How does this template type deduction and overload resolution work?

Question

Code #1

#include <iterator>
#include <algorithm>
#include <iostream>
#include <vector>

template <typename container>
void sort(typename container::iterator beginning,
          typename container::iterator end)
{
    std::cout << "calling custom sorting function\n";
}

int main()
{
    std::vector<int> v{1, 2, 3};
    sort(v.begin(), v.end());
}

Wandbox.

Code description

It is gonna call the std::sort function, which is found by ADL. Though the code below:

Code #2

#include <iterator>
#include <algorithm>
#include <iostream>
#include <vector>

template <typename Iterator>
void sort(Iterator beginning,
          Iterator end)
{
    std::cout << "calling custom sorting function\n";
}

int main()
{
    std::vector<int> v{1, 2, 3};
    sort(v.begin(), v.end());
}

Wandbox.

Causes ambiguous overload error. So I have two questions:

Questions

1. How container was deduced in code #1?

   From what I know, type deduction during template instantiation cannot backtrack through member types to find the enclosing one (std::vector<int> in this case).

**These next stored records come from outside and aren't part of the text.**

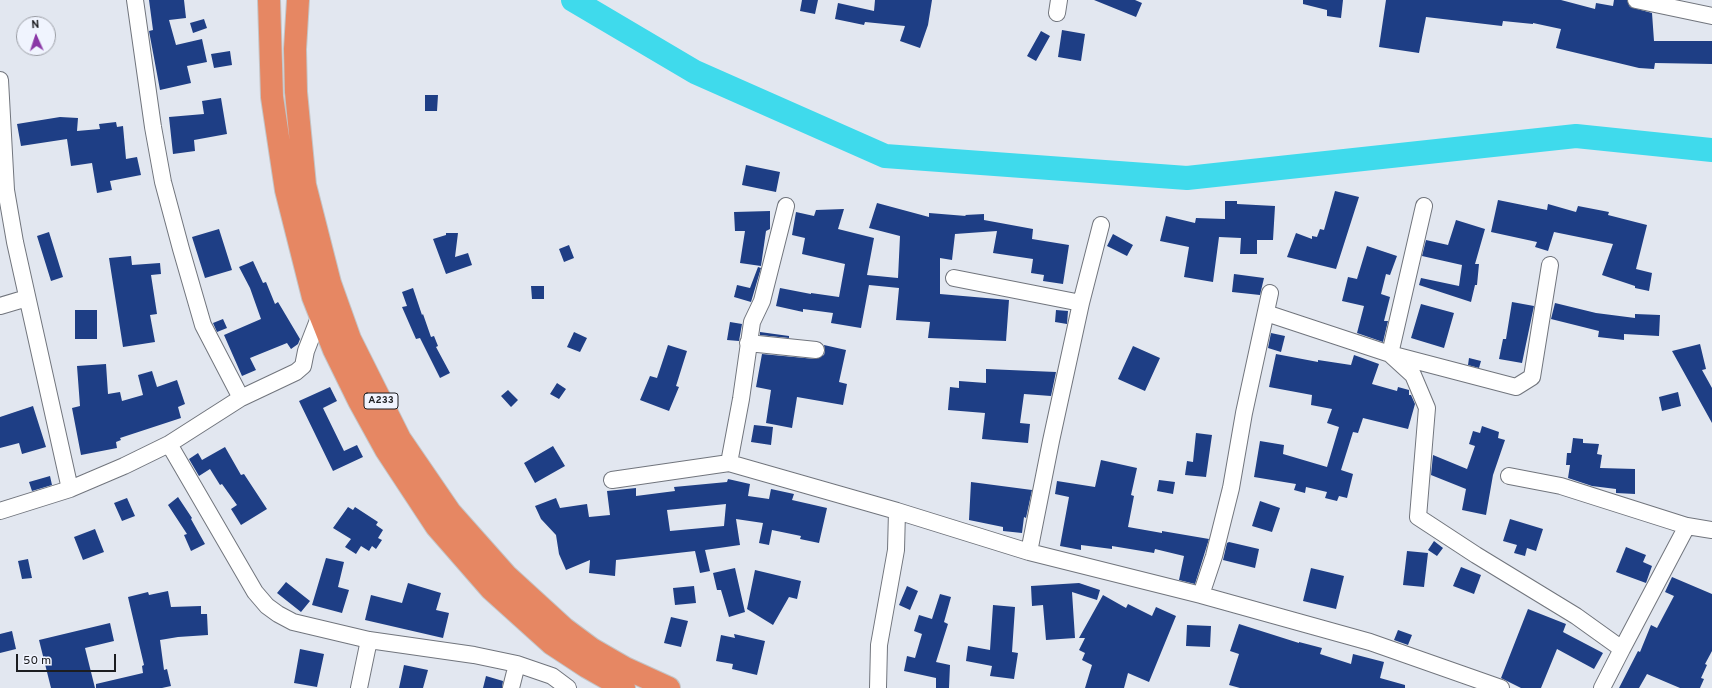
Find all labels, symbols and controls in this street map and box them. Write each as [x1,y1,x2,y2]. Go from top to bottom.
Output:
north arrow [16,16,56,56]
text: N [31,18,40,32]
road number: A233 [364,393,398,409]
scale bar [18,646,118,672]
text: 50 m [23,653,51,669]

2. Even if it could backtrack, why did it compile without causing ambiguous overload error?

Answer 1

How container was deduced in code #1?

It can't be deduced during template argument deduction because of non-deduced context,

1) The nested-name-specifier (everything to the left of the scope resolution operator ::) of a type that was specified using a qualified-id:

That means your sort won't be considered for overload resolution at all, then std::sort is called without ambiguity.

Code #2 doesn't have such issue, both your sort and std::sort are valid candidates then leads to ambiguous overloading error.